Charm history - and a mystery

A man rides a horse-drawn carriage.

Charm, Ohio

While Holmes County historians have ascertained that the hamlet of Charm began in the 1840s when a blacksmith shop opened along an old Indian trail near Doughty Creek, no one knows for sure how Charm got its unusual name. Other businesses gradually joined the blacksmith shop, and by the 1860s, a community had evolved that locals called Stevenson, apparently because Stephen Yoder and his son farmed the land there. When Stevenson’s citizens applied for a post office in the 1880s, the postal department asked them to choose an official name.

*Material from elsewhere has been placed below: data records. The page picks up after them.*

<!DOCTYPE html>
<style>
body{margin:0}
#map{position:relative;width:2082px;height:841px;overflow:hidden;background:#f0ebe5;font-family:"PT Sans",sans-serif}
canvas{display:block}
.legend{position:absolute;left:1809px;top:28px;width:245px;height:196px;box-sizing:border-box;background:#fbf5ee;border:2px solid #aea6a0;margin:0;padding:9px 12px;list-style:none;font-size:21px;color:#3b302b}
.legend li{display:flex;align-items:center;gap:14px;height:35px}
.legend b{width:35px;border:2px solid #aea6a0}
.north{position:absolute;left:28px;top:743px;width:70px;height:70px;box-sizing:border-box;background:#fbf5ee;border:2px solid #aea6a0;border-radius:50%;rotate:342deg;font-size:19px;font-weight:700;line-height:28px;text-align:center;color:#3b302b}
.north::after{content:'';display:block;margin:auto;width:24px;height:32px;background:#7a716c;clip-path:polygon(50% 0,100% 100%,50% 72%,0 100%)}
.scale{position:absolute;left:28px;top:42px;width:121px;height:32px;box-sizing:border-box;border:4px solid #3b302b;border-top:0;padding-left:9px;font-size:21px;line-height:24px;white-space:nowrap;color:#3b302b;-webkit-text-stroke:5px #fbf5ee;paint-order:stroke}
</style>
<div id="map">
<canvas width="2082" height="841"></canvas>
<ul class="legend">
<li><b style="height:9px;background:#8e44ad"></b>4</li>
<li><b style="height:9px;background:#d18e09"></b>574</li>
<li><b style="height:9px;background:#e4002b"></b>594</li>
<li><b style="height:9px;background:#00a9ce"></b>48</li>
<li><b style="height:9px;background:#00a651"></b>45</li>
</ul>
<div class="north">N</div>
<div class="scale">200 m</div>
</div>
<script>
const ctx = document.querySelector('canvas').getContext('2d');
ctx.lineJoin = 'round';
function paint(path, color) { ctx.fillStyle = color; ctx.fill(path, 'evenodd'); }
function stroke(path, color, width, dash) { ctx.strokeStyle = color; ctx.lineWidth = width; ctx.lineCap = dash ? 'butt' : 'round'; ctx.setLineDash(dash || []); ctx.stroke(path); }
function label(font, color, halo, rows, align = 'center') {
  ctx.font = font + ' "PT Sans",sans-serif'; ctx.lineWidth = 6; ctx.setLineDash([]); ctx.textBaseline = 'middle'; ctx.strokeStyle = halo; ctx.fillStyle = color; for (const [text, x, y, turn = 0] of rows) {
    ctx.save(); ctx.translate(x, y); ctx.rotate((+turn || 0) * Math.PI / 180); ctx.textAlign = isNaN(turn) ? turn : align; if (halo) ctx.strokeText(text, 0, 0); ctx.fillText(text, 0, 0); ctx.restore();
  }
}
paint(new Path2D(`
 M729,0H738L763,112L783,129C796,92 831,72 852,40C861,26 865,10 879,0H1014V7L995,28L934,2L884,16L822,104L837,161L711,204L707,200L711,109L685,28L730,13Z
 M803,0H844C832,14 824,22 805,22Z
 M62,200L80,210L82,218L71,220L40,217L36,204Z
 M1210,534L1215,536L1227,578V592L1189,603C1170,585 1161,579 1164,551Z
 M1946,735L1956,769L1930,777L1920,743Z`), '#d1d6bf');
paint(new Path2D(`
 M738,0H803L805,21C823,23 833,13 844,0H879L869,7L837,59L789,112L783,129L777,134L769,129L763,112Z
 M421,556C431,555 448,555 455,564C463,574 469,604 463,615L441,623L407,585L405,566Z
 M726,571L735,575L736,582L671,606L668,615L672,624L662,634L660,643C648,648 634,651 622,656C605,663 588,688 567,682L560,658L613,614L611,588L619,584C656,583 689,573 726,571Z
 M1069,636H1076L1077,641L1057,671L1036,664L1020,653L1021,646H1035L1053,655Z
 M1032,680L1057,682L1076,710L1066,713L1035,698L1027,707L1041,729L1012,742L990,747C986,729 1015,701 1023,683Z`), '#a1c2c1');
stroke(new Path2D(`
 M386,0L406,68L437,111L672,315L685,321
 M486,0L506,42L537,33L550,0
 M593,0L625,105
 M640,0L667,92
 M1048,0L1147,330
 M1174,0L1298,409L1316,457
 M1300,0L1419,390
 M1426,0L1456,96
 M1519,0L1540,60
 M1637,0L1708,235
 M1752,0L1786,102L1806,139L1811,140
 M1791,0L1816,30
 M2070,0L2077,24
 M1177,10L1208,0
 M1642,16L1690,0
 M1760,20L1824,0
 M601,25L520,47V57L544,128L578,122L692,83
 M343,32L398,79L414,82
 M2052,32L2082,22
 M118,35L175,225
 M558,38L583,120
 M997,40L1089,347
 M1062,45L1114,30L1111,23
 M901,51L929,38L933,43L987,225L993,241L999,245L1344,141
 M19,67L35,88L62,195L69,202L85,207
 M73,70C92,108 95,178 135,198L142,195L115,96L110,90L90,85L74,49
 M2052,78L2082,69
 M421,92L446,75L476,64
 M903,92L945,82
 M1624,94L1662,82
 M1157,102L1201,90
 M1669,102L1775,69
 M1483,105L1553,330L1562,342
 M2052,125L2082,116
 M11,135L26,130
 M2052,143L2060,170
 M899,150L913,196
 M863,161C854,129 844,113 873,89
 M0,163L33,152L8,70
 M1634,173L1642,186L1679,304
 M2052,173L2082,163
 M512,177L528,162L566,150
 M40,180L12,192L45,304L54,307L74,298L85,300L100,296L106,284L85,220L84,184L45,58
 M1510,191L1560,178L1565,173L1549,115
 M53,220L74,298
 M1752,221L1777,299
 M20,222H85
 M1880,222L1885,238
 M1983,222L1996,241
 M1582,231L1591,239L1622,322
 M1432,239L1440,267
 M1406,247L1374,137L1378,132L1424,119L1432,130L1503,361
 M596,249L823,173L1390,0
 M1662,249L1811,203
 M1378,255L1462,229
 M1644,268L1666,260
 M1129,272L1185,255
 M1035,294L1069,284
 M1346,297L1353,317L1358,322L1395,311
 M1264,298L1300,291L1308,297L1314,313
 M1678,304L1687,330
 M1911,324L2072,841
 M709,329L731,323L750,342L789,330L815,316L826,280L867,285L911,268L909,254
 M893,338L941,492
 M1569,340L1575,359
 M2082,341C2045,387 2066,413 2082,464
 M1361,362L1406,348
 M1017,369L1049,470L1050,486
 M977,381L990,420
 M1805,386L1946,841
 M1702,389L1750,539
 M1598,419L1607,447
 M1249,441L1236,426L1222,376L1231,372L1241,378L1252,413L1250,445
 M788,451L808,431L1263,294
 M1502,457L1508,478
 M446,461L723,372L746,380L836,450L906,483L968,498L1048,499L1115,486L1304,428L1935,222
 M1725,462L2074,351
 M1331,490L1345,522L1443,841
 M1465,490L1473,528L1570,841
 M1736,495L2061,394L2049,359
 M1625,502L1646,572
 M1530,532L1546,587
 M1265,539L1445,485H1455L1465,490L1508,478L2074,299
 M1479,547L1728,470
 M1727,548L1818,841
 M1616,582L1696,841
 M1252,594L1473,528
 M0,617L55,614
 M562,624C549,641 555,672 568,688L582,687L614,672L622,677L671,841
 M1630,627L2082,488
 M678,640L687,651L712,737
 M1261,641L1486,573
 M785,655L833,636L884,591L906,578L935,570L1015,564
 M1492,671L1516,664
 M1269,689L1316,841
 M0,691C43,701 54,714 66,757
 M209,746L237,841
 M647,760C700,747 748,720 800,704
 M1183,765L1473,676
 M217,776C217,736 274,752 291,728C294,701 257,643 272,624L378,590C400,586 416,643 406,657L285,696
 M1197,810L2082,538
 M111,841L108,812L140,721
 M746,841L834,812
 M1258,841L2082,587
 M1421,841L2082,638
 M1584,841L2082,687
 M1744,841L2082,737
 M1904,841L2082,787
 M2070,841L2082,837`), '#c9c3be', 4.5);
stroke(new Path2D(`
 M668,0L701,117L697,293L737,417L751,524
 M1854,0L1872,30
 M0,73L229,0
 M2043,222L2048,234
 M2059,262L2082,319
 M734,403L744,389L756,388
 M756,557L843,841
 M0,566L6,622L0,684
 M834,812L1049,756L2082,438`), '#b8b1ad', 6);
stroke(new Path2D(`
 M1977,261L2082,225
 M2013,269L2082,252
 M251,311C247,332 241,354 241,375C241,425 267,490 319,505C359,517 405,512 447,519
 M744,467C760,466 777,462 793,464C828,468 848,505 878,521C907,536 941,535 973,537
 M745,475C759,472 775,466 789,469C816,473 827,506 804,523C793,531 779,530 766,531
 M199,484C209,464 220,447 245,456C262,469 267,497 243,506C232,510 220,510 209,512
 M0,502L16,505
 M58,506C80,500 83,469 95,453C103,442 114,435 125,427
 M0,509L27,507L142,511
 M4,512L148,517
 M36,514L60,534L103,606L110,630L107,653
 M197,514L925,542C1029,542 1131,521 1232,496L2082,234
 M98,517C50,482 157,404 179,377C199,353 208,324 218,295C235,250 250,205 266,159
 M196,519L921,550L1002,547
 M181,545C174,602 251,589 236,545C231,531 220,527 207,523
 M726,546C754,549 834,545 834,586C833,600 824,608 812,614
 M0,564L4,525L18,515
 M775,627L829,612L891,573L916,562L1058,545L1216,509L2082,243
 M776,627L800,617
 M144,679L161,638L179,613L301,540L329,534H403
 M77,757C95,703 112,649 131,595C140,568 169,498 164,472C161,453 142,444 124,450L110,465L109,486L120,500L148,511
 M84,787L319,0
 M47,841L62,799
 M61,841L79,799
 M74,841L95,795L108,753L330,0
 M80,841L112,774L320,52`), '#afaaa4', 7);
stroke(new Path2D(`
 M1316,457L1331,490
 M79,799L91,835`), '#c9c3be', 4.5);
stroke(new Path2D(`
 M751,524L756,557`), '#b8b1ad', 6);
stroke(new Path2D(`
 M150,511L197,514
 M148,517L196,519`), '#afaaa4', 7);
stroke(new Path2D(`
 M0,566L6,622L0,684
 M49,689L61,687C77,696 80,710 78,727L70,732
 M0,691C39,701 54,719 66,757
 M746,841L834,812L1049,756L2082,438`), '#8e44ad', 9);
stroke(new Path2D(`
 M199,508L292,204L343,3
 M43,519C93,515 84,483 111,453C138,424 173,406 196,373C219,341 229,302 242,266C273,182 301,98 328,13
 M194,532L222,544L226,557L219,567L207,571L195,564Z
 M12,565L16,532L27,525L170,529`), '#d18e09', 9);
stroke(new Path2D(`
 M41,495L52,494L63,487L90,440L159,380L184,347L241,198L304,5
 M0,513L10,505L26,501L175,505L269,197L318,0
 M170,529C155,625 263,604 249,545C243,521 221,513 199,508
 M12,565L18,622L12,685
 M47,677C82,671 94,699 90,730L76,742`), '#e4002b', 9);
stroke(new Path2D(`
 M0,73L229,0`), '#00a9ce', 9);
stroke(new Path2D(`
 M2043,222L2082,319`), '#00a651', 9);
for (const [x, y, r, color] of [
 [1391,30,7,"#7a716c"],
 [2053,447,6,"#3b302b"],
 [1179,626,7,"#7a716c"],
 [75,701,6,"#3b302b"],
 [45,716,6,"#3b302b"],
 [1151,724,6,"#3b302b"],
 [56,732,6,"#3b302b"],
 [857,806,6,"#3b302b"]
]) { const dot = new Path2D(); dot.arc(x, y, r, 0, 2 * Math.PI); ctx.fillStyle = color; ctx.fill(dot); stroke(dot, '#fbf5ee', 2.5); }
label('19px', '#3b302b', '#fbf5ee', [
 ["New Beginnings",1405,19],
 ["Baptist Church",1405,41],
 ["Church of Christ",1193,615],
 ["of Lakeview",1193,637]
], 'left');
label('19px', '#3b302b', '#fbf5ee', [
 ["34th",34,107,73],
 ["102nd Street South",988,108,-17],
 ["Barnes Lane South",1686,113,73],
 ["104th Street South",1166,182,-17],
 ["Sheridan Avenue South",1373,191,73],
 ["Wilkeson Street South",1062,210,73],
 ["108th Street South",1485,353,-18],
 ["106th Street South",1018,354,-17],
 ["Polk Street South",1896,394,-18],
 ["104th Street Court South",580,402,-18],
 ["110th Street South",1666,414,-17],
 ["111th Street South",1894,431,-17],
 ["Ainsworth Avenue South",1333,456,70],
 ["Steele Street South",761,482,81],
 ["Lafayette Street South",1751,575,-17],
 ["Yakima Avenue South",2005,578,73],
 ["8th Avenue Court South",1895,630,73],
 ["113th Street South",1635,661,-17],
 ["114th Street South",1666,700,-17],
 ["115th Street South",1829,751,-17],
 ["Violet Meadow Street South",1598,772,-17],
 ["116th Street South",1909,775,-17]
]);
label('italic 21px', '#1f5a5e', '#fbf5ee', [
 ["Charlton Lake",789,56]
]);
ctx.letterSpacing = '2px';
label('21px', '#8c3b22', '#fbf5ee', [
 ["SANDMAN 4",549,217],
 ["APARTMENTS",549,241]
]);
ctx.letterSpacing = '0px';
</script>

They picked Charm. Why? Perhaps their collection of shops surrounding a stream seemed, well, charming.

Or perhaps it was because of one particular shop — the watch and clock business owned by Joni Yoder, a jeweler who typically attached an ornamental charm to the chain of every watch he sold. Interestingly enough, after Charm got its post office, Joni Yoder became the postmaster.

Charm today still has its own post office — ZIP code 44617 — and just down the hill from it, Joni Yoder’s little shop still exists too. Though remodeled in the 1990s, the old building sits in the heart of Charm where County Road 70 meets St. Rte. 557. Look closely at the brick wall encircling its yard, and you’ll see a stone plaque carved with the words “The Watchman’s Cottage.”